Why today? Lester Flatt — a huge contributor to the creation of bluegrass music and frontman for the genre’s most successful band in its first 20 years — died on this date in 1979.

About the record: Columbia 4-21412, recorded Jan. 23, 1955, at the Castle Studio in downtown Nashville. Released on June 20 that year. First LP appearance was on Flatt & Scruggs: The Golden Era, Rounder SS 05, released in 1978.

Few who aren’t true-blue bluegrassers appreciate the contributions of the great Lester Flatt. He was the closest thing Bill Monroe had to a right-hand man in that Blue Grass Boys Band of the mid-1940s, the one that eventually lent its name to the driving, jazzy form of country music it invented. He wrote so many songs in the canon of classic bluegrass, including “Little Cabin Home On The Hill,” “Sweetheart, You Done Me Wrong,” “(I’m) Head Over Heels In Love With You,” “Blue Ridge Cabin Home” and “Crying My Heart Out Over You.” He provided solid rhythm on the guitar and, although he didn’t invent it, he perfected the lick that bears his name: the Lester Flatt G-Run.

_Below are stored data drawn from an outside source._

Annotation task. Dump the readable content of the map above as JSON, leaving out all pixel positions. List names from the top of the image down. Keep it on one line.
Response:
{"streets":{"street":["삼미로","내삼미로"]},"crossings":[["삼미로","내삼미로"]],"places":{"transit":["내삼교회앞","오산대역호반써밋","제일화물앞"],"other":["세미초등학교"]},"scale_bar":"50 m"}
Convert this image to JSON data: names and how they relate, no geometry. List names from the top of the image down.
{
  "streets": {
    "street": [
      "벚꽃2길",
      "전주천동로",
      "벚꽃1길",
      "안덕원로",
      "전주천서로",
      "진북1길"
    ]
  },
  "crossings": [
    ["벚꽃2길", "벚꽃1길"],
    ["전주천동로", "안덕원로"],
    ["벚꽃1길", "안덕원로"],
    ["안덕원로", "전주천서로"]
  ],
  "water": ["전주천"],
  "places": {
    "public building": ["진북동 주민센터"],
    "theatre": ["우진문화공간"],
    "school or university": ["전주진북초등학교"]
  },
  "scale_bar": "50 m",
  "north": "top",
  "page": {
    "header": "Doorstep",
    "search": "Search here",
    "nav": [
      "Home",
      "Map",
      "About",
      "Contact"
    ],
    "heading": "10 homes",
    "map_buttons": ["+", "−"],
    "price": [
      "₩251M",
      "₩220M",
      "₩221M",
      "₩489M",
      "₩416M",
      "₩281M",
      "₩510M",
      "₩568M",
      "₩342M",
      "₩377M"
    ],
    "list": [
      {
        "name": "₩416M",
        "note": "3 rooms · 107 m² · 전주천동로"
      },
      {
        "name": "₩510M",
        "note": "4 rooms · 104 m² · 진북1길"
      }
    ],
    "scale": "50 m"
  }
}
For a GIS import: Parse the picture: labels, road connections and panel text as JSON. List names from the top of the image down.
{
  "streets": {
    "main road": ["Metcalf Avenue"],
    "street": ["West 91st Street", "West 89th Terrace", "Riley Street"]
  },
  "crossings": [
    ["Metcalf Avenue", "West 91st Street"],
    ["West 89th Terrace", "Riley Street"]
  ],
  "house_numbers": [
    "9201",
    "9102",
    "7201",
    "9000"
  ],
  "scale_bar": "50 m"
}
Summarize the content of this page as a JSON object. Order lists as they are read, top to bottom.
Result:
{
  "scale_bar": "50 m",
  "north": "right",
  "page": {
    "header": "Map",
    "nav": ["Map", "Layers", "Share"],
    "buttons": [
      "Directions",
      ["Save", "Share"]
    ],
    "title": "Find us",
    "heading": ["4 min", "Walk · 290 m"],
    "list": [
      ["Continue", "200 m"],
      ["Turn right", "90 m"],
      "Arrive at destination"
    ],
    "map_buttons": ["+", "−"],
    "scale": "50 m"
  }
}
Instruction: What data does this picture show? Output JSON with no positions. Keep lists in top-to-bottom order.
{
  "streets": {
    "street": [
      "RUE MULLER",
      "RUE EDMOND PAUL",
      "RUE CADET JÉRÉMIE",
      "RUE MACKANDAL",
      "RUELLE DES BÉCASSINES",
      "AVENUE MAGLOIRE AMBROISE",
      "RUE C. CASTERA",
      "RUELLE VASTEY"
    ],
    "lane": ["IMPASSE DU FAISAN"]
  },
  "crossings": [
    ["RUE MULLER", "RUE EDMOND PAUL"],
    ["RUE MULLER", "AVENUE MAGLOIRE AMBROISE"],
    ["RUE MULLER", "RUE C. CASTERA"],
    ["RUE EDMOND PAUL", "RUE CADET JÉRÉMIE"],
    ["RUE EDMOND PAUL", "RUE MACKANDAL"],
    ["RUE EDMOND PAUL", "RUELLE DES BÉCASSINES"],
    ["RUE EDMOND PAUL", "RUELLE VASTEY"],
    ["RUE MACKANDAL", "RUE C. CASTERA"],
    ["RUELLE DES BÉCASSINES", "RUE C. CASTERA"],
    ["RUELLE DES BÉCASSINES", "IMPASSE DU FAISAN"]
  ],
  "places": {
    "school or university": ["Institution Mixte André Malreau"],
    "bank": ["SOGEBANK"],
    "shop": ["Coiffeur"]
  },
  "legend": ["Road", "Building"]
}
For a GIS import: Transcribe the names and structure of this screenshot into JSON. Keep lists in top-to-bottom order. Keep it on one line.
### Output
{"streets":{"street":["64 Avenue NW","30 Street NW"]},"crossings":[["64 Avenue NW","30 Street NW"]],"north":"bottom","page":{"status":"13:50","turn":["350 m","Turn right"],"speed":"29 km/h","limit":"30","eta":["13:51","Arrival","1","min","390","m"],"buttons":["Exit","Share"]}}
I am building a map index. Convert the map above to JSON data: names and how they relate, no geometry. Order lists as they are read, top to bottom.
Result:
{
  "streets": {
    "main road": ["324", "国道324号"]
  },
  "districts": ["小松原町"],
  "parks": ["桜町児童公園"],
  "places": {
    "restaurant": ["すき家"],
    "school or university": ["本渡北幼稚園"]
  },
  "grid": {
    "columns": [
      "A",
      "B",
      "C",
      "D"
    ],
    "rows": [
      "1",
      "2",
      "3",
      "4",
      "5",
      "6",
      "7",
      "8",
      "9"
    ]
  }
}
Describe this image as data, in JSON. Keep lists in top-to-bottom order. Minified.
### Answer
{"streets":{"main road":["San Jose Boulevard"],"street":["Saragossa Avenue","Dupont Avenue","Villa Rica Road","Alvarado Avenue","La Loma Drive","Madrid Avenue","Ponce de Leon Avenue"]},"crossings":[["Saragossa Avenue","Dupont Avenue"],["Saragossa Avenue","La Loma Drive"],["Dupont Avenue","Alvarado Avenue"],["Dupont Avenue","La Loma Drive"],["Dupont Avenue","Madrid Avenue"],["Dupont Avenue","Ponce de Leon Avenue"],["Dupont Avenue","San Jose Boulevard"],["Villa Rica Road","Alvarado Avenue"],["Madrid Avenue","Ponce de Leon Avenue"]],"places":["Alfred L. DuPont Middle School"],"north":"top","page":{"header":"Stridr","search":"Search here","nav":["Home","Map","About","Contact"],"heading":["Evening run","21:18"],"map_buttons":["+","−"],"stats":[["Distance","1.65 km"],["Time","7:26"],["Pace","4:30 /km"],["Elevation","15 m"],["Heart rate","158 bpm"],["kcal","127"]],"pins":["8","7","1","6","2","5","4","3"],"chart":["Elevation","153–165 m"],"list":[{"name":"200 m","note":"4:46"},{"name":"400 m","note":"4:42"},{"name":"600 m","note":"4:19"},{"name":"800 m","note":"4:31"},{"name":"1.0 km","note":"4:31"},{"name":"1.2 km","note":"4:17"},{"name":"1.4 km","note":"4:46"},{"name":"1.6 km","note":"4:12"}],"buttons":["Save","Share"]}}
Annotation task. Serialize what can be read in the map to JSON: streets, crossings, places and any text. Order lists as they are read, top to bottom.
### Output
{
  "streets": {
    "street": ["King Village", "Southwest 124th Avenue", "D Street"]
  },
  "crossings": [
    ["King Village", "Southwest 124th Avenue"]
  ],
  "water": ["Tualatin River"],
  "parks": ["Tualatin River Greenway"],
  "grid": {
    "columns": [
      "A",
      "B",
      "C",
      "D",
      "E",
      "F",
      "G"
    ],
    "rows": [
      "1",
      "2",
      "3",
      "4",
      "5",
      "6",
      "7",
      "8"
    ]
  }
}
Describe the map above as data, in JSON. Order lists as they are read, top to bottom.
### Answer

As a singer, he had great range and a distinctive style. It’s exhibited here on a racy song for its time — one that WSM Radio wouldn’t play on the air because of the suggestive “you’ve been a-steppin’, so they say, between midnight and day” lyric. Listen to how he stretches and pitch-bends that word “day.” Good stuff.

About the artists: Lester Flatt and Earl Scruggs were inducted into the Country Music Hall of Fame in 1985, and they along with former boss Bill Monroe were the inaugural members of the International Bluegrass Music Association’s Bluegrass Hall of Fame. The IBMA Web site has a good synopsis of Flatt’s career.